Only lines containing the string "border" belong in the answer; find them in the records and copy them.

**** DATA RECORDS

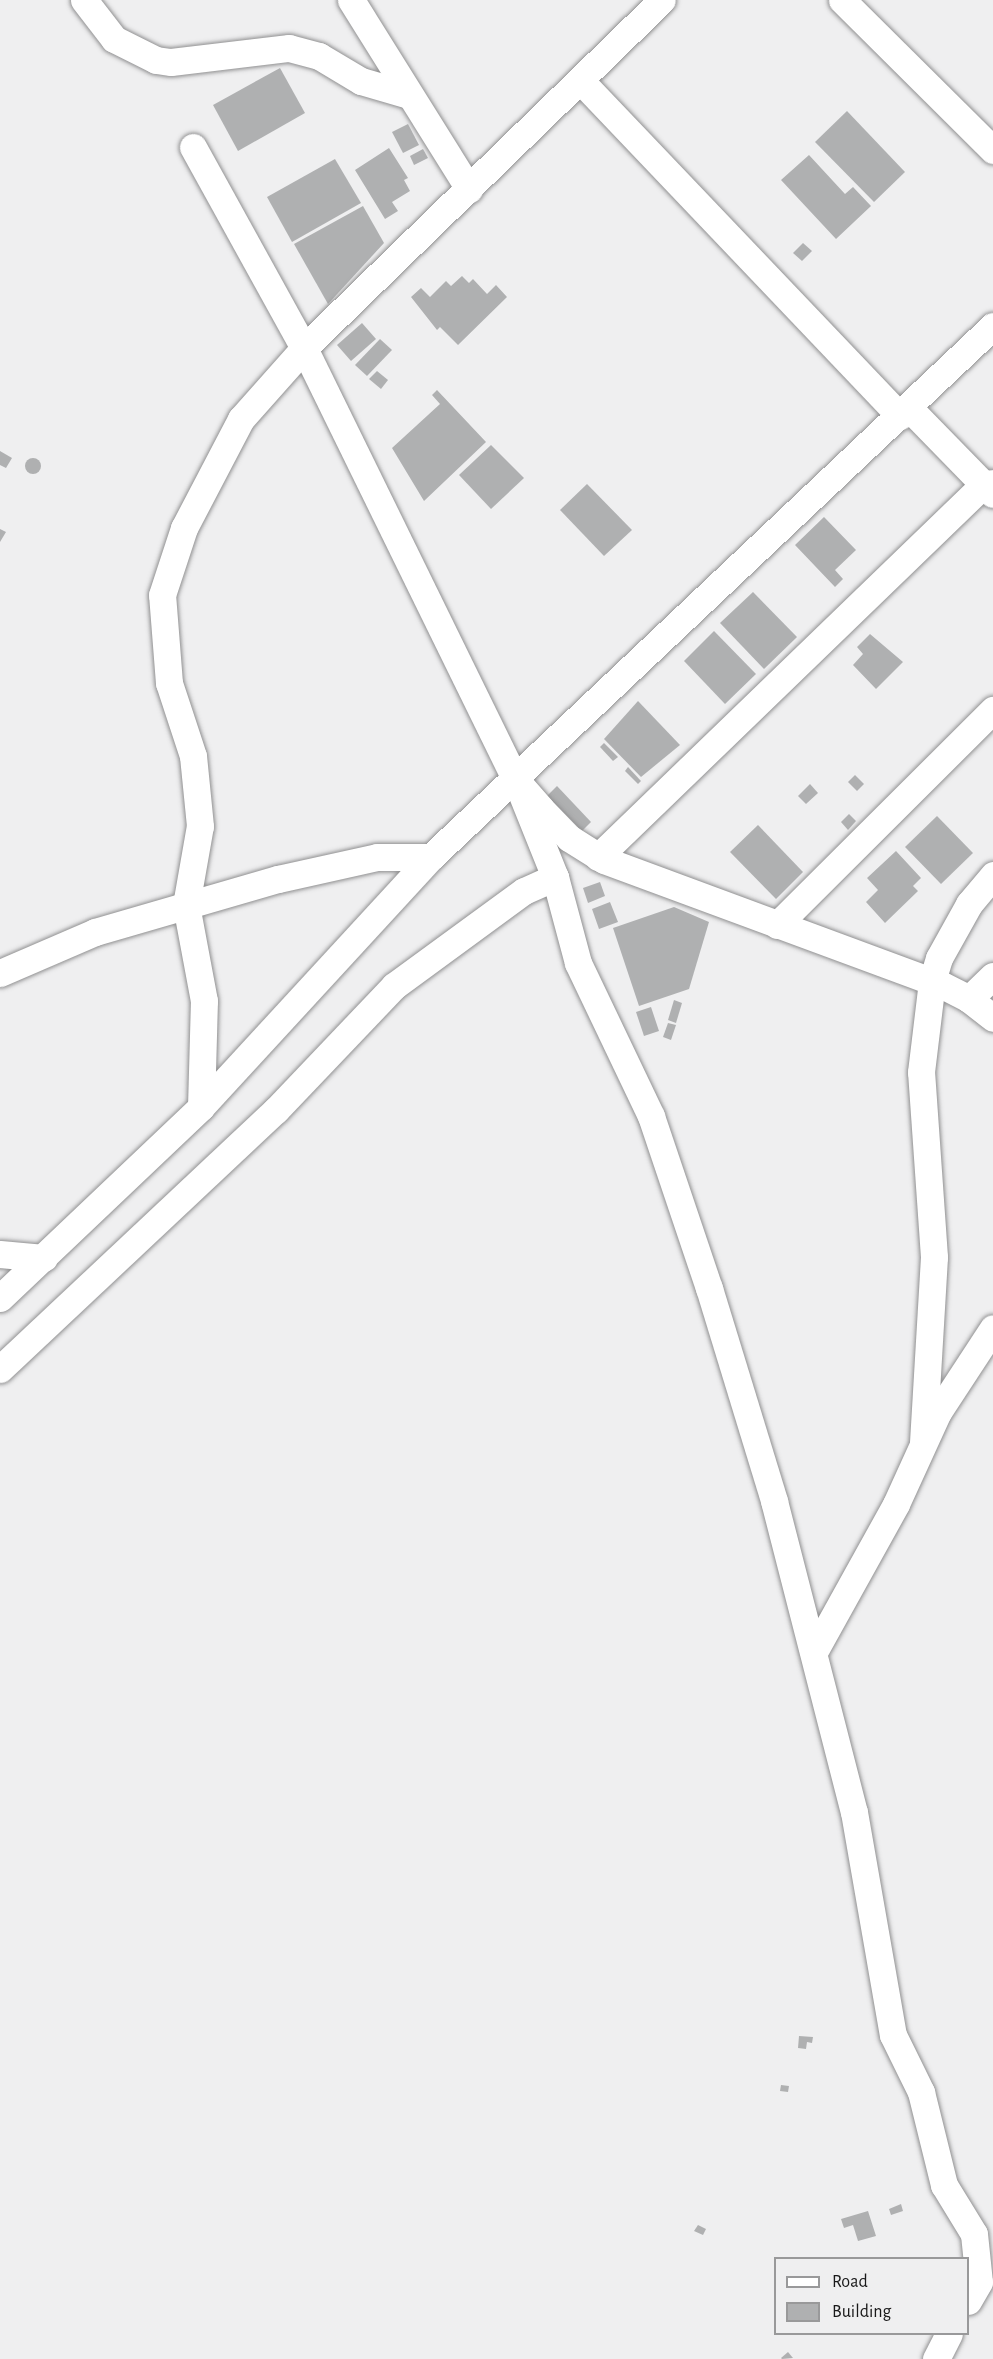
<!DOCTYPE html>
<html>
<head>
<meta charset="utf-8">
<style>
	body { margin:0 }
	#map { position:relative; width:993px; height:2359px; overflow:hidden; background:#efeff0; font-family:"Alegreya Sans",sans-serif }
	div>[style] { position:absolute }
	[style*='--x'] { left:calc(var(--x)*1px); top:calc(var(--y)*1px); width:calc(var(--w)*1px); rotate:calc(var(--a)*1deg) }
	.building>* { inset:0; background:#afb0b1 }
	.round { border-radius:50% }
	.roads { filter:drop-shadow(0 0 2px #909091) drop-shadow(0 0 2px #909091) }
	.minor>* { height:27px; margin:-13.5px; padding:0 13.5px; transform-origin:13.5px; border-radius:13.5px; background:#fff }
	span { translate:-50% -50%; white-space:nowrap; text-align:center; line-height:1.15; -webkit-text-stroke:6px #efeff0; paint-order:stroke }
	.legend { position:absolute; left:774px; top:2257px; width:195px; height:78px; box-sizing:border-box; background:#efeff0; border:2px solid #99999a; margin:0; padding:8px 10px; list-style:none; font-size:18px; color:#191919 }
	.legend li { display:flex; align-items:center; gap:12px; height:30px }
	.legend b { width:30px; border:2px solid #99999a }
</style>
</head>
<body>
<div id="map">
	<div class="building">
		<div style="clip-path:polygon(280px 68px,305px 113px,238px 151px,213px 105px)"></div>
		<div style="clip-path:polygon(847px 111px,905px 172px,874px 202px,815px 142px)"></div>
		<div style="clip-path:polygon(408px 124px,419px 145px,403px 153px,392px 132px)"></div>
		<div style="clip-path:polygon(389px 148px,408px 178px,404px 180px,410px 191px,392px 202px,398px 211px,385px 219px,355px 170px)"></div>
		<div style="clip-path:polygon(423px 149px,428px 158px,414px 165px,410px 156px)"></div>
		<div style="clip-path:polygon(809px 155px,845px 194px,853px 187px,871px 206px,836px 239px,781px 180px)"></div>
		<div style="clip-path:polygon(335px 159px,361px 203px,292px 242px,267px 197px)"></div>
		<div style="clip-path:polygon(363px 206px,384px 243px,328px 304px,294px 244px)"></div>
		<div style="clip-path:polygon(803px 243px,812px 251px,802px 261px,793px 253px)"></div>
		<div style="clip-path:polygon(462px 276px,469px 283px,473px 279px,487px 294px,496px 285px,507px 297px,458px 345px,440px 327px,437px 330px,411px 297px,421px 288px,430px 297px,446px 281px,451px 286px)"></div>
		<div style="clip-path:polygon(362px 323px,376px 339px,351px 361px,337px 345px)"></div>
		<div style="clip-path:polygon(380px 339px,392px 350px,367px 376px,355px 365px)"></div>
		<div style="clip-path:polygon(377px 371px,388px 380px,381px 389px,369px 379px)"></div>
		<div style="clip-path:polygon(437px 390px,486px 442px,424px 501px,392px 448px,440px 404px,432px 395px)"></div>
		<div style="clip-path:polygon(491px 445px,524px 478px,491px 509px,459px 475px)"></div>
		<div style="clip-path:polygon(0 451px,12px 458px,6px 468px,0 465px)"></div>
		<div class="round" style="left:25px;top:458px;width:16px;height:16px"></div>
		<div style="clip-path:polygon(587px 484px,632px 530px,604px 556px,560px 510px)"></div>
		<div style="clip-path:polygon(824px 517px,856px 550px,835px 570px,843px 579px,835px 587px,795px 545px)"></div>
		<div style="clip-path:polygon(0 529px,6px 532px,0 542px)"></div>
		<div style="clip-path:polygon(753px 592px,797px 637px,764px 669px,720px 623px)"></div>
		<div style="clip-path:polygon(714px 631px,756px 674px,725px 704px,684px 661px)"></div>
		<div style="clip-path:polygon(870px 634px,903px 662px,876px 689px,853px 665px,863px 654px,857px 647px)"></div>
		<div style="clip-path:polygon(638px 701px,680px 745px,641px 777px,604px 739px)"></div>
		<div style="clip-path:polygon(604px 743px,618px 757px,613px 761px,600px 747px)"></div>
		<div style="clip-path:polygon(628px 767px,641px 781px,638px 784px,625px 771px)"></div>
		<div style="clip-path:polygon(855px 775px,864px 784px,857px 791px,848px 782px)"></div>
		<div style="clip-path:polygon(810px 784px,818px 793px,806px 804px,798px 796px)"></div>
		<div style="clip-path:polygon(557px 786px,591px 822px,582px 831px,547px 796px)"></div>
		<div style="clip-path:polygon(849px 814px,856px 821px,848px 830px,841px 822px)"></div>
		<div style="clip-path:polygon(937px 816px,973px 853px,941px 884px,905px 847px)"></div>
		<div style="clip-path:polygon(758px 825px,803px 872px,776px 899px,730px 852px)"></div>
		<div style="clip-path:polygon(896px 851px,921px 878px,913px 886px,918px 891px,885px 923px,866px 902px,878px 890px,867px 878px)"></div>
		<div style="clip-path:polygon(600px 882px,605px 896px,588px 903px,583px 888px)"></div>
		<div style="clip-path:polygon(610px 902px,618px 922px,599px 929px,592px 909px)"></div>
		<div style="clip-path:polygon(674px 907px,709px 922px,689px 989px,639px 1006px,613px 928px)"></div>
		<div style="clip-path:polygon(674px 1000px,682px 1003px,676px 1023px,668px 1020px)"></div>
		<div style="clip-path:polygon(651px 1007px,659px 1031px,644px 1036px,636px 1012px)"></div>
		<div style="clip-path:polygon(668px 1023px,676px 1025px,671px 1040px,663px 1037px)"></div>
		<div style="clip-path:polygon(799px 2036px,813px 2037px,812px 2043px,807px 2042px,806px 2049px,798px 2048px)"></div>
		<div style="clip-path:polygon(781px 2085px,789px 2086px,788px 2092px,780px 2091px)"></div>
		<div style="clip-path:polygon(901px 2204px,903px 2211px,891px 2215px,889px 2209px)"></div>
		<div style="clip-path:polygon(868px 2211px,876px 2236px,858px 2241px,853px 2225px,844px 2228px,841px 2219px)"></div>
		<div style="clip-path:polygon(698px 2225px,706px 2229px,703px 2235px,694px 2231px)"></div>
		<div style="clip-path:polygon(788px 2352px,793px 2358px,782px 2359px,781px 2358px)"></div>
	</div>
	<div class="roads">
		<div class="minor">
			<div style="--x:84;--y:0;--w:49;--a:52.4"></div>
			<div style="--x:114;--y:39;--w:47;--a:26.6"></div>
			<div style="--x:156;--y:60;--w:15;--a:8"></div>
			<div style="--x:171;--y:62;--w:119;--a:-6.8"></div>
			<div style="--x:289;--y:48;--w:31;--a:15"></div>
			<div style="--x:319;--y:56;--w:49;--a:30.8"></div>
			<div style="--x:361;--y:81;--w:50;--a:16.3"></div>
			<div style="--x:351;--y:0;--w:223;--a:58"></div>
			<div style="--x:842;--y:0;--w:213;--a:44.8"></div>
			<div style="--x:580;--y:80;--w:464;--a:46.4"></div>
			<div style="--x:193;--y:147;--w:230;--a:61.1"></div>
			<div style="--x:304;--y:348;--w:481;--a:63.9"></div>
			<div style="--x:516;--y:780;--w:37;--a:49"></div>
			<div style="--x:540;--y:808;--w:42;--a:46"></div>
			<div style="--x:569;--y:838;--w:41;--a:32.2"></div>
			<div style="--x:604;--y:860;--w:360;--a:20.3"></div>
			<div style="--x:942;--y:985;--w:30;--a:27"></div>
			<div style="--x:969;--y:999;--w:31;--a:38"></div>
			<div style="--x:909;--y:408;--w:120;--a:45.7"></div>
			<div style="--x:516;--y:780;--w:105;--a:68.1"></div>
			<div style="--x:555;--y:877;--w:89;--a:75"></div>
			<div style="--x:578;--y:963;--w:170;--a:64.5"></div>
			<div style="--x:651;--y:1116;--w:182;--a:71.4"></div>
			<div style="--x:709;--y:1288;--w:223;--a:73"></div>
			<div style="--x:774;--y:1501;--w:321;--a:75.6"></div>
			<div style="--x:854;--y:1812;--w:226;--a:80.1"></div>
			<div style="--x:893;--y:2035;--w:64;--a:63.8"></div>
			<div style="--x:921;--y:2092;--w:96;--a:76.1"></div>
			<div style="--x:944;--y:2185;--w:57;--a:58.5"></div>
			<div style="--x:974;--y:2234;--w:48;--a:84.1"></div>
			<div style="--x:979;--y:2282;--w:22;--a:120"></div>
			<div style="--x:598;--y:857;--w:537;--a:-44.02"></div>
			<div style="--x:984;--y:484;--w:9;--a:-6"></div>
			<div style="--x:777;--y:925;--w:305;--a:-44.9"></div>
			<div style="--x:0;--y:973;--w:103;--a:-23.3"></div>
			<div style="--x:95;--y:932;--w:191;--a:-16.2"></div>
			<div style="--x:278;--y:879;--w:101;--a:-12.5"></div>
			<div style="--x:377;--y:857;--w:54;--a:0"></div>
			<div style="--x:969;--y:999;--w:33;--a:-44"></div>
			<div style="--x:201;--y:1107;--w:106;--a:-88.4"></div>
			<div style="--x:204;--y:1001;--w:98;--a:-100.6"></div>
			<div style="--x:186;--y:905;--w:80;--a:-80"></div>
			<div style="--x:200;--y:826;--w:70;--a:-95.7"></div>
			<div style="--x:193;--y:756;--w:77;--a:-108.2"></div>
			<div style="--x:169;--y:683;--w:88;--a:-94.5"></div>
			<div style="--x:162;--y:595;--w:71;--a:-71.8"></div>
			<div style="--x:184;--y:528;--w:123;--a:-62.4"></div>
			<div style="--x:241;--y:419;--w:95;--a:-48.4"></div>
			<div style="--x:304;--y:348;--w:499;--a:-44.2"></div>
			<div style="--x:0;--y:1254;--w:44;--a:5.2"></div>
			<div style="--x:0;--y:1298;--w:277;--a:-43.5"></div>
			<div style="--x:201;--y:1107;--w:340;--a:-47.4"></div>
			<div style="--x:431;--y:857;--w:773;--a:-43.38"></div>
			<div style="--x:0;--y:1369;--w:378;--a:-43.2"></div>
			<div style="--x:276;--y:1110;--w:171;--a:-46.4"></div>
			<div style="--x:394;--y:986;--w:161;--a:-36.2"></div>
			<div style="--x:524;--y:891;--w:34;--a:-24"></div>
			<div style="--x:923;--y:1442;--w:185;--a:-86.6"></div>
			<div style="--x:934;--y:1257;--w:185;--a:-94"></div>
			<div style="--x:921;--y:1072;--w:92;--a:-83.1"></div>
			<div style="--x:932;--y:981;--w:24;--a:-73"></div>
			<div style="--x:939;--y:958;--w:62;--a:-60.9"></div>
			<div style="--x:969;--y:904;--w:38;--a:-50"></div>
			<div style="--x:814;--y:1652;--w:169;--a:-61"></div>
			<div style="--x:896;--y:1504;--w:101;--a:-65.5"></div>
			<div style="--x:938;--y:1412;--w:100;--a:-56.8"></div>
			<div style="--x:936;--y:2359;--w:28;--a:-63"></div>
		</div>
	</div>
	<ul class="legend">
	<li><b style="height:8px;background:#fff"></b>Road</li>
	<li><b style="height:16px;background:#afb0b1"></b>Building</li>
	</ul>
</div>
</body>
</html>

********

OUTPUT:
	.round { border-radius:50% }
	.minor>* { height:27px; margin:-13.5px; padding:0 13.5px; transform-origin:13.5px; border-radius:13.5px; background:#fff }
	.legend { position:absolute; left:774px; top:2257px; width:195px; height:78px; box-sizing:border-box; background:#efeff0; border:2px solid #99999a; margin:0; padding:8px 10px; list-style:none; font-size:18px; color:#191919 }
	.legend b { width:30px; border:2px solid #99999a }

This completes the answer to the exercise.